#### What you are asked to do
Reproduce every line of the material below exactly. No pictures belong in the copy.

#### Data to process

════

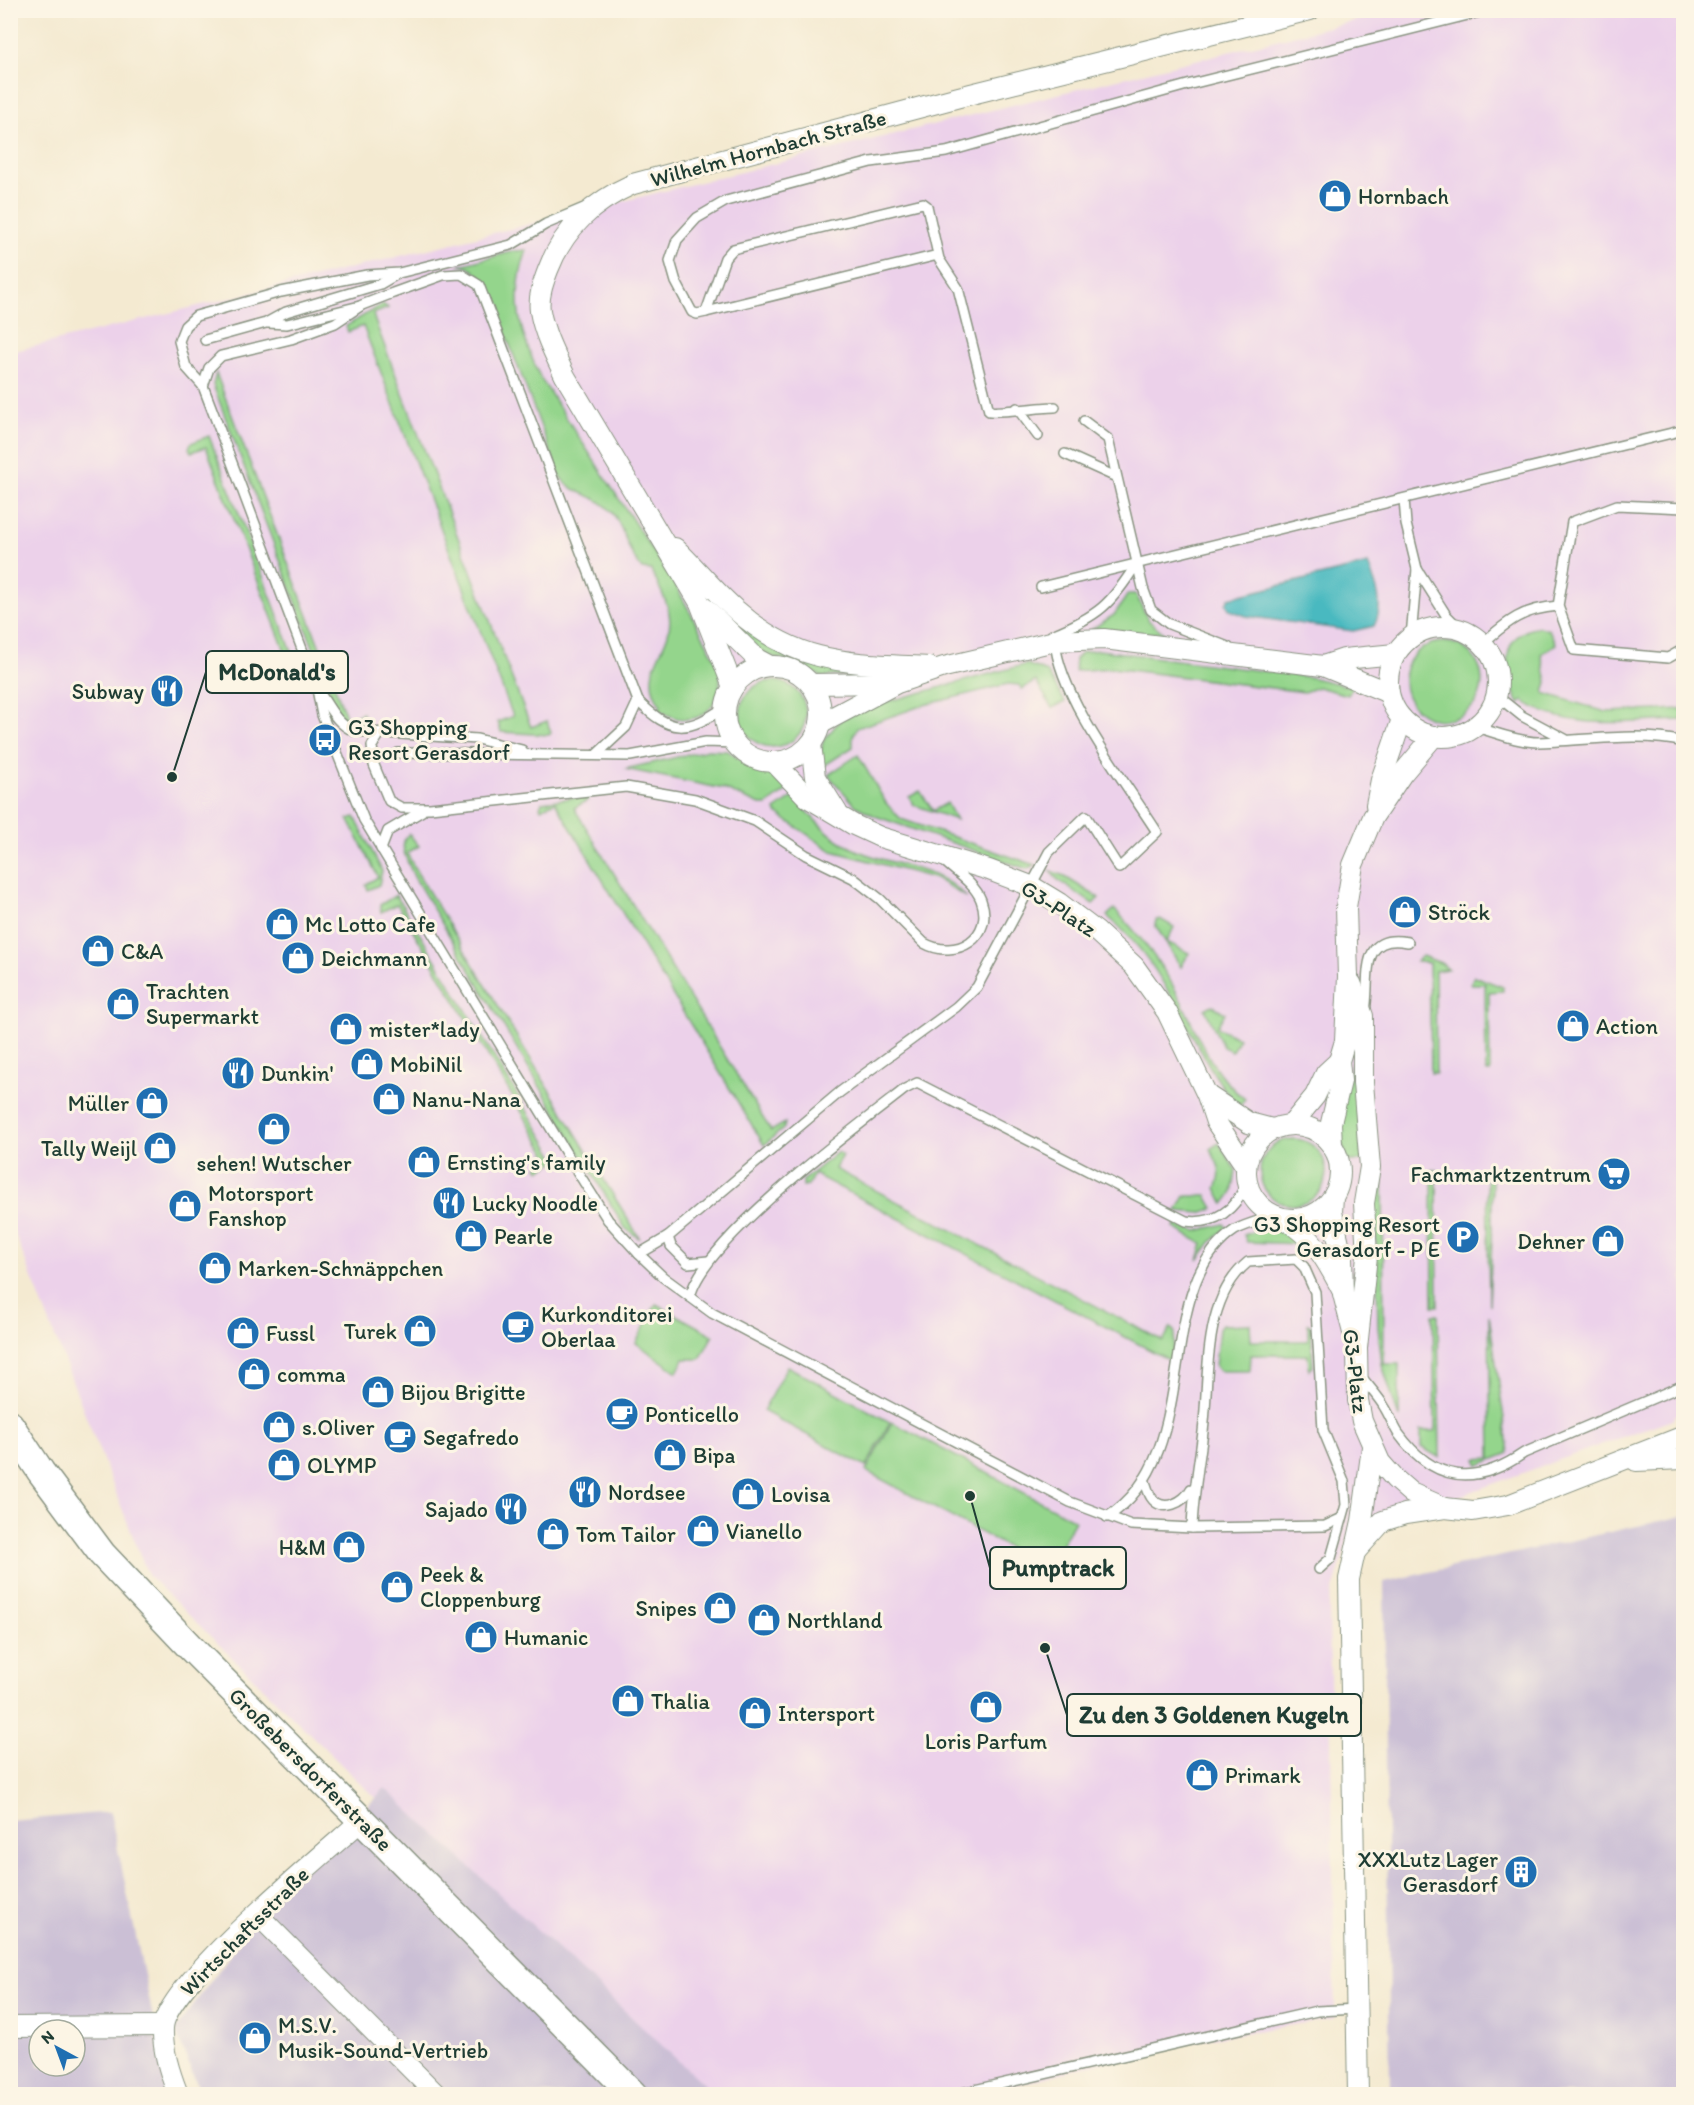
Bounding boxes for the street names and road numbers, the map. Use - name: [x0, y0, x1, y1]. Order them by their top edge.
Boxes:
- street label: Wilhelm Hornbach Straße: [647, 104, 889, 193]
- street label: G3-Platz: [1016, 874, 1102, 943]
- street label: G3-Platz: [1337, 1327, 1374, 1415]
- street label: Großebersdorferstraße: [223, 1682, 398, 1857]
- street label: Wirtschaftsstraße: [174, 1861, 315, 2002]

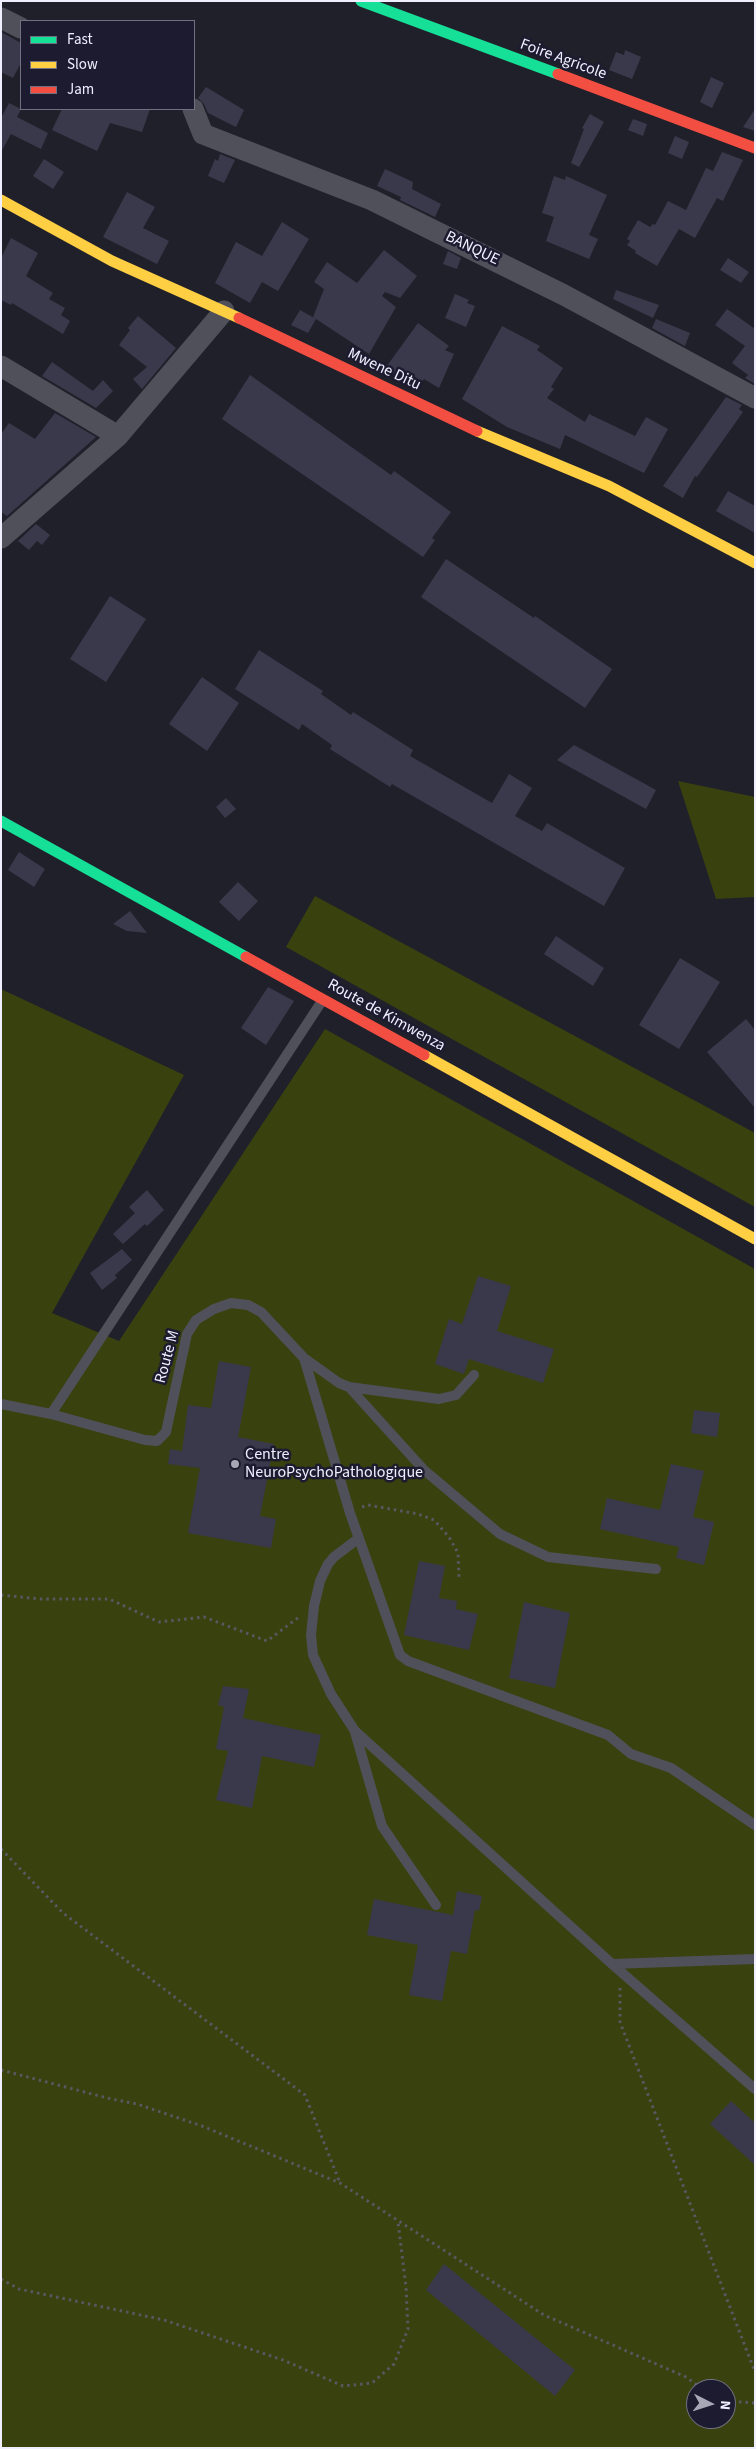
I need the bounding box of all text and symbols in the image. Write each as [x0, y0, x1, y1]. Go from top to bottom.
legend [20, 20, 195, 110]
text: Fast [67, 29, 93, 50]
street label: Foire Agricole [517, 35, 609, 85]
text: Slow [67, 54, 98, 75]
text: Jam [67, 79, 94, 100]
street label: BANQUE [442, 228, 502, 270]
street label: Mwene Ditu [344, 345, 424, 395]
street label: Route de Kimwenza [324, 976, 448, 1056]
street label: Route M [152, 1328, 184, 1386]
place label: Centre NeuroPsychoPathologique [245, 1445, 423, 1483]
marker: Centre NeuroPsychoPathologique [229, 1458, 241, 1470]
north arrow [686, 2379, 736, 2429]
text: N [715, 2400, 735, 2411]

════

#### Problem solution
Bounding boxes for the street names and road numbers, the map. Use - name: [x0, y0, x1, y1]. Order them by their top edge.
Boxes:
- street label: Wilhelm Hornbach Straße: [647, 104, 889, 193]
- street label: G3-Platz: [1016, 874, 1102, 943]
- street label: G3-Platz: [1337, 1327, 1374, 1415]
- street label: Großebersdorferstraße: [223, 1682, 398, 1857]
- street label: Wirtschaftsstraße: [174, 1861, 315, 2002]

I need the bounding box of all text and symbols in the image. Write each as [x0, y0, x1, y1]. Go from top to bottom.
legend [20, 20, 195, 110]
text: Fast [67, 29, 93, 50]
street label: Foire Agricole [517, 35, 609, 85]
text: Slow [67, 54, 98, 75]
text: Jam [67, 79, 94, 100]
street label: BANQUE [442, 228, 502, 270]
street label: Mwene Ditu [344, 345, 424, 395]
street label: Route de Kimwenza [324, 976, 448, 1056]
street label: Route M [152, 1328, 184, 1386]
place label: Centre NeuroPsychoPathologique [245, 1445, 423, 1483]
marker: Centre NeuroPsychoPathologique [229, 1458, 241, 1470]
north arrow [686, 2379, 736, 2429]
text: N [715, 2400, 735, 2411]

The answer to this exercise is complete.